#### [Exercise requirements]
Work through the entries below line by line and give the number of lines with the string "bottom", nothing else.

Saved entries
--- --- ---

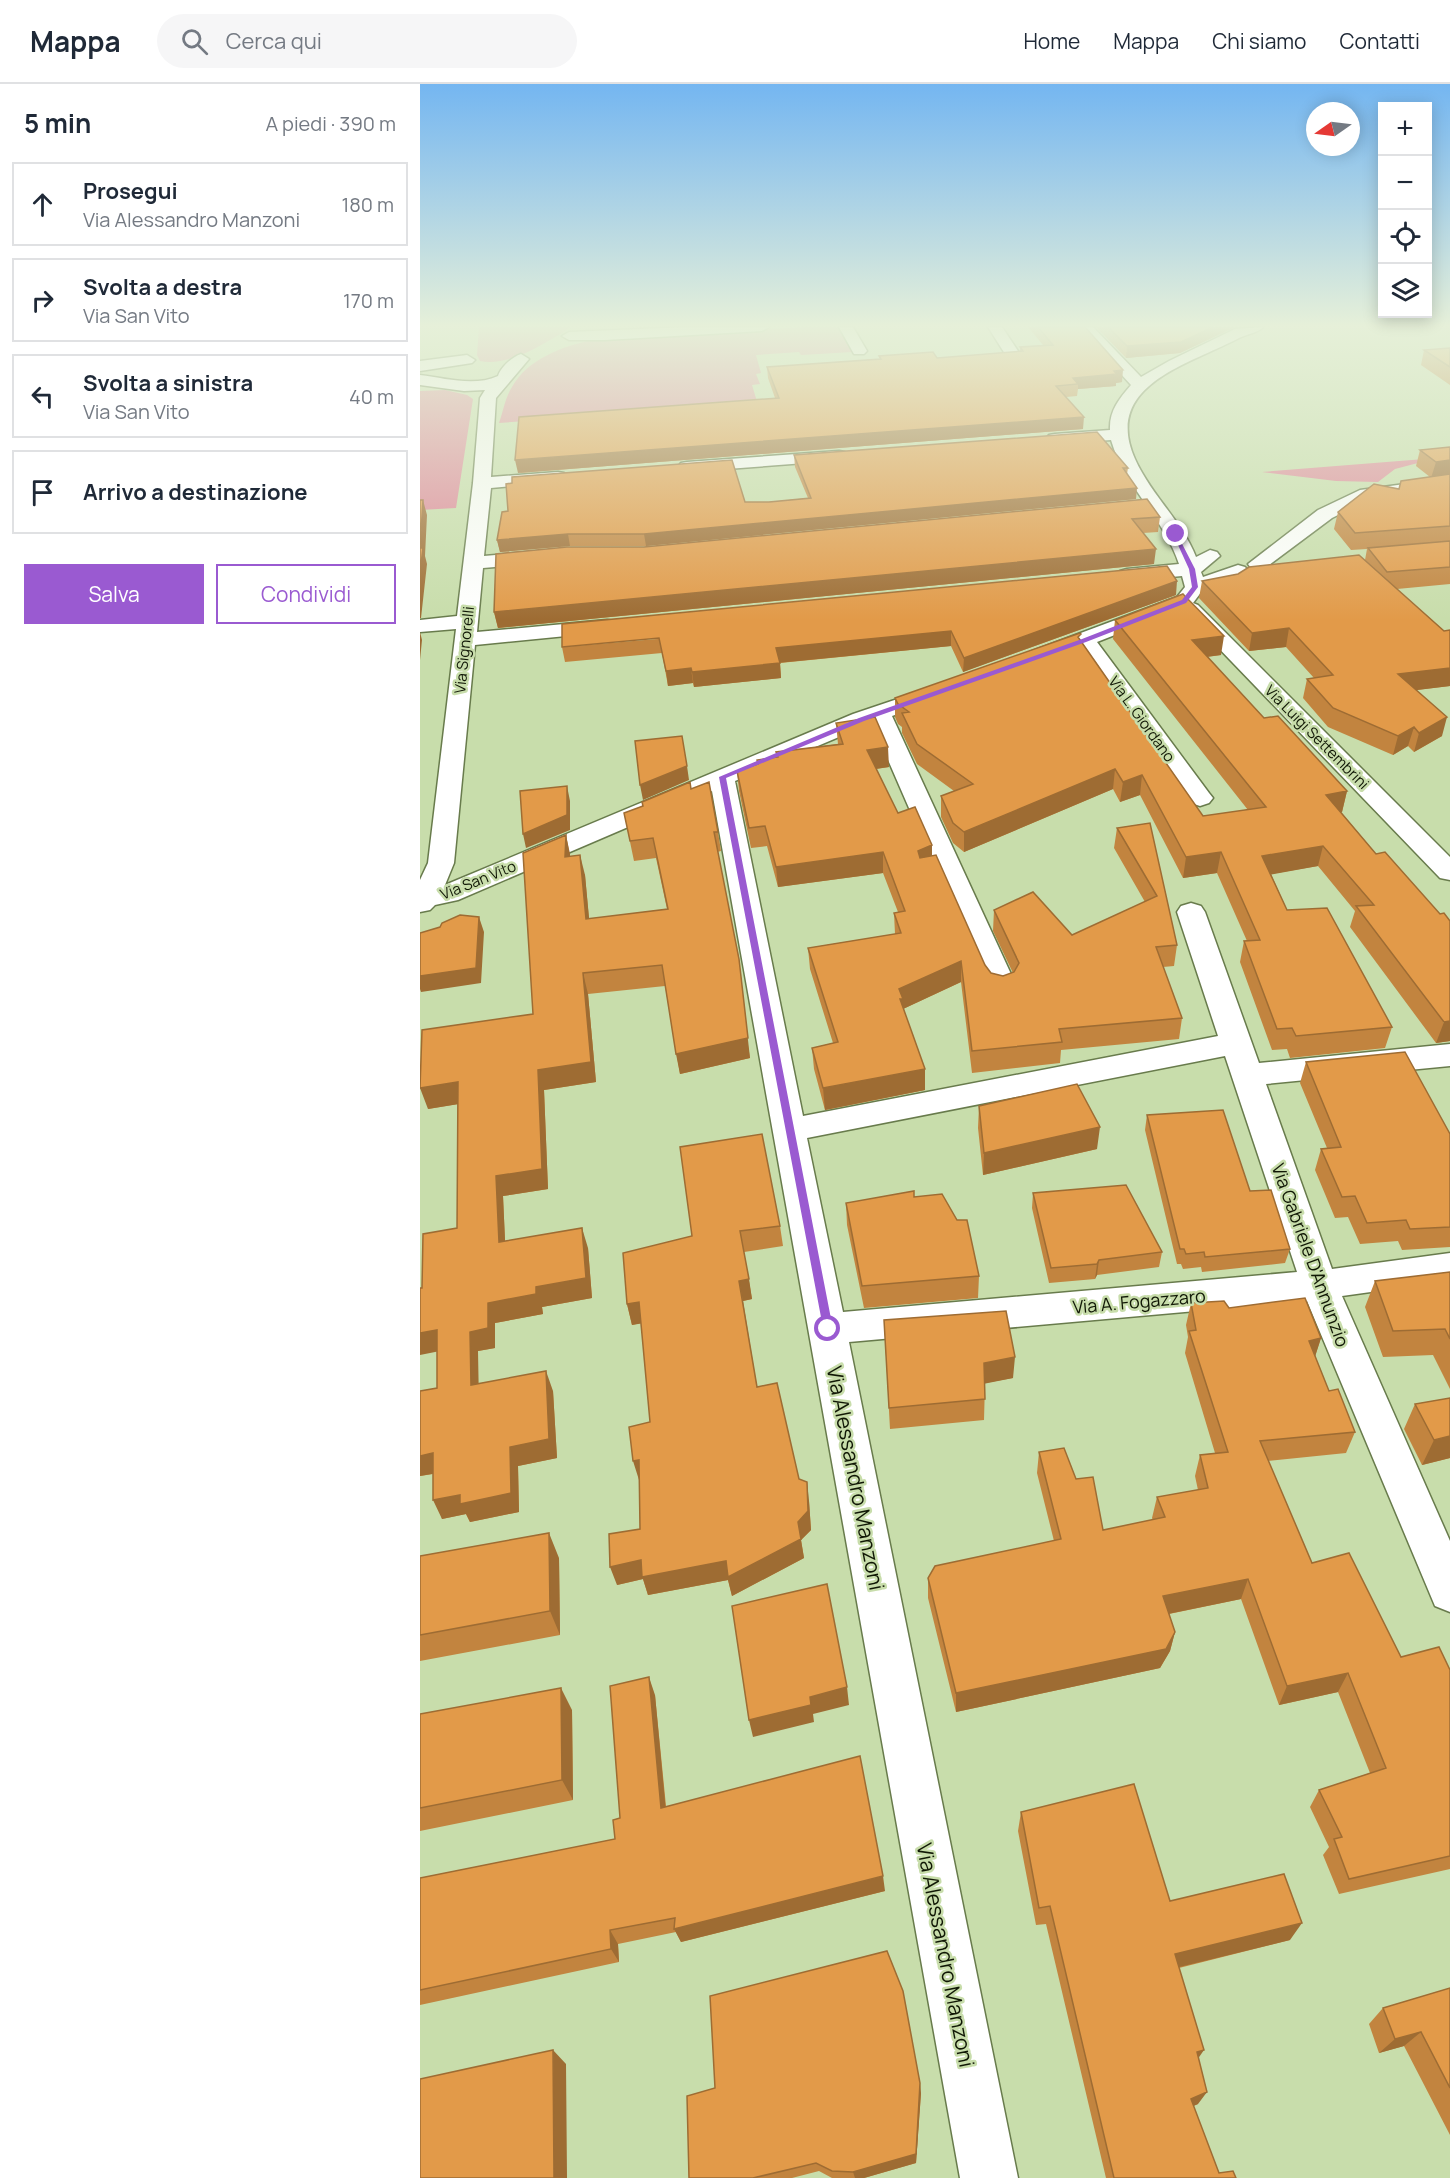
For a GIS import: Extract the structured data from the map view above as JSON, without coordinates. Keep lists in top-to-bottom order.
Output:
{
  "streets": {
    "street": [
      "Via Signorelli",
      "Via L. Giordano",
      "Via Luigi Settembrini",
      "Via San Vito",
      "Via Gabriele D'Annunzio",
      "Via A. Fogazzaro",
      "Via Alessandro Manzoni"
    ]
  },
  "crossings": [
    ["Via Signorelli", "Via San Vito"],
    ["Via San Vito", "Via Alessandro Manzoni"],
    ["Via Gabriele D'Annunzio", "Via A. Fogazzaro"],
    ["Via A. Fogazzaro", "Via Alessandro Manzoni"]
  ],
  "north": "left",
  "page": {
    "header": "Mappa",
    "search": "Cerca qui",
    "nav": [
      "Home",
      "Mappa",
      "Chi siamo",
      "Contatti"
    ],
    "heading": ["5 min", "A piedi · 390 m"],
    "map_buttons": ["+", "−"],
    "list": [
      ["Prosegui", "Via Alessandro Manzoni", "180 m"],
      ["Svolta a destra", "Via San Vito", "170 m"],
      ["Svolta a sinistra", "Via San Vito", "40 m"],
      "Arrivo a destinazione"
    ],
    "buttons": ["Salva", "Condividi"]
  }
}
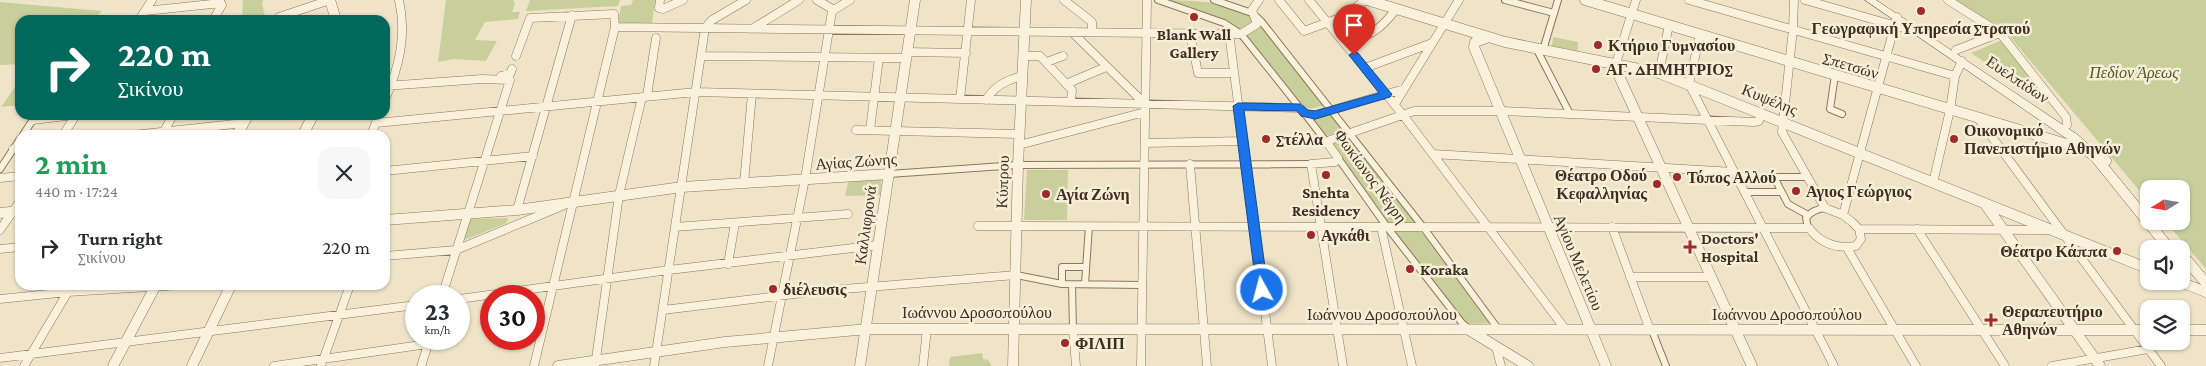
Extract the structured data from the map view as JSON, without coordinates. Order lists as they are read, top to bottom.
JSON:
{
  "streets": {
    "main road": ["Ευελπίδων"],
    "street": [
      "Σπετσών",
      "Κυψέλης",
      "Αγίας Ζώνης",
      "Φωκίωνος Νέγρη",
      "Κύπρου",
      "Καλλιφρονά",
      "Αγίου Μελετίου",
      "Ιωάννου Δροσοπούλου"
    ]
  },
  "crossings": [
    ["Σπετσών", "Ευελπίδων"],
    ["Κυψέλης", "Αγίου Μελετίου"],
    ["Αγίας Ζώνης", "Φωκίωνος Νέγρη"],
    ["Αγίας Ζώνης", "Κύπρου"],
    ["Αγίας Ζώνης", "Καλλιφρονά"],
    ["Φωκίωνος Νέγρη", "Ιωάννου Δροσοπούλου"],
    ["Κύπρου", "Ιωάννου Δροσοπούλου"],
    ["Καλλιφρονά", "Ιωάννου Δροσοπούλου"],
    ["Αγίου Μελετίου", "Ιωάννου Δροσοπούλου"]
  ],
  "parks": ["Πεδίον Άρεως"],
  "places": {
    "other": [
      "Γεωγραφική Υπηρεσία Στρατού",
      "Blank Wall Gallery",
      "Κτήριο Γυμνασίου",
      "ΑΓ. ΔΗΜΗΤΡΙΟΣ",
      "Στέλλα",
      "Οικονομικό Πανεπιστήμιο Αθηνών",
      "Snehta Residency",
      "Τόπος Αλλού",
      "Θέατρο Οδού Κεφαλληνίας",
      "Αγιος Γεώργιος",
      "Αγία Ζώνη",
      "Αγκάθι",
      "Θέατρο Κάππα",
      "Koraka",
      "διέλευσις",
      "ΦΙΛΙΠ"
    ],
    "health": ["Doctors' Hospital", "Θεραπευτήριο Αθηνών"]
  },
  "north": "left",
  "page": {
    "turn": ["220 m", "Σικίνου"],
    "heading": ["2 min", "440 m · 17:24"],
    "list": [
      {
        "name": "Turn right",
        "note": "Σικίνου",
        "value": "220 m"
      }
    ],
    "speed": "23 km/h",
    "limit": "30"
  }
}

--- --- ---

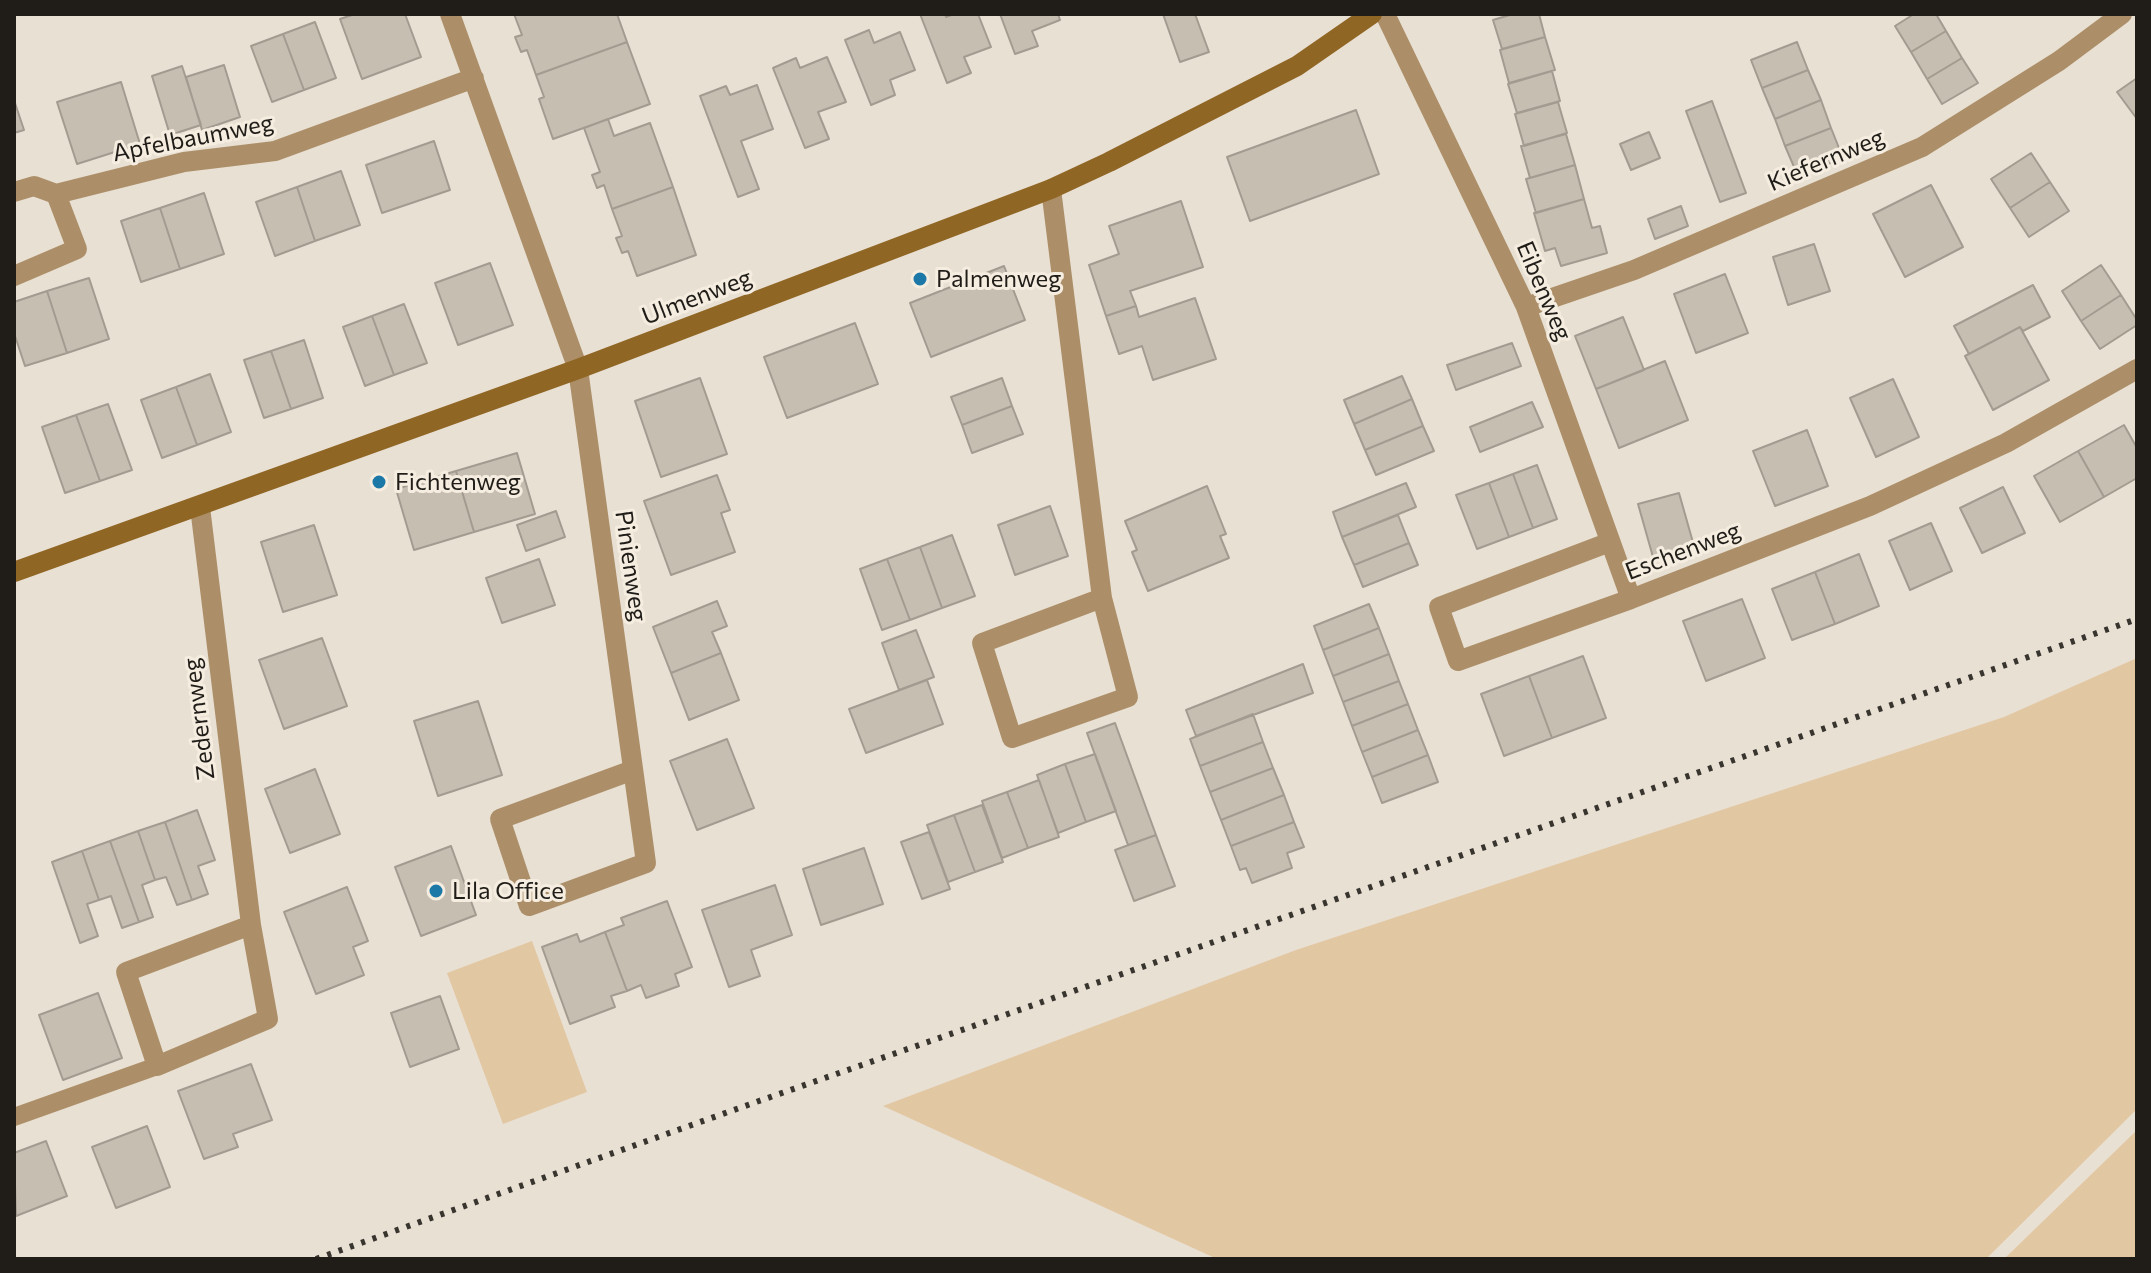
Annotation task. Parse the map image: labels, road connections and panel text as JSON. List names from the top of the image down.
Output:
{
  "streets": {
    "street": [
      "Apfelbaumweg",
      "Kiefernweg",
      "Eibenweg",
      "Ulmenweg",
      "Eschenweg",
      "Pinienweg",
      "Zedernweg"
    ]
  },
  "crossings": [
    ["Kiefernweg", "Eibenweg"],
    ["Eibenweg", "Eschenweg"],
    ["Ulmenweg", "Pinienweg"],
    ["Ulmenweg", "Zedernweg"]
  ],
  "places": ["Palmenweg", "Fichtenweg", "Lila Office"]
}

--- --- ---

#### [Solution for this exercise]
2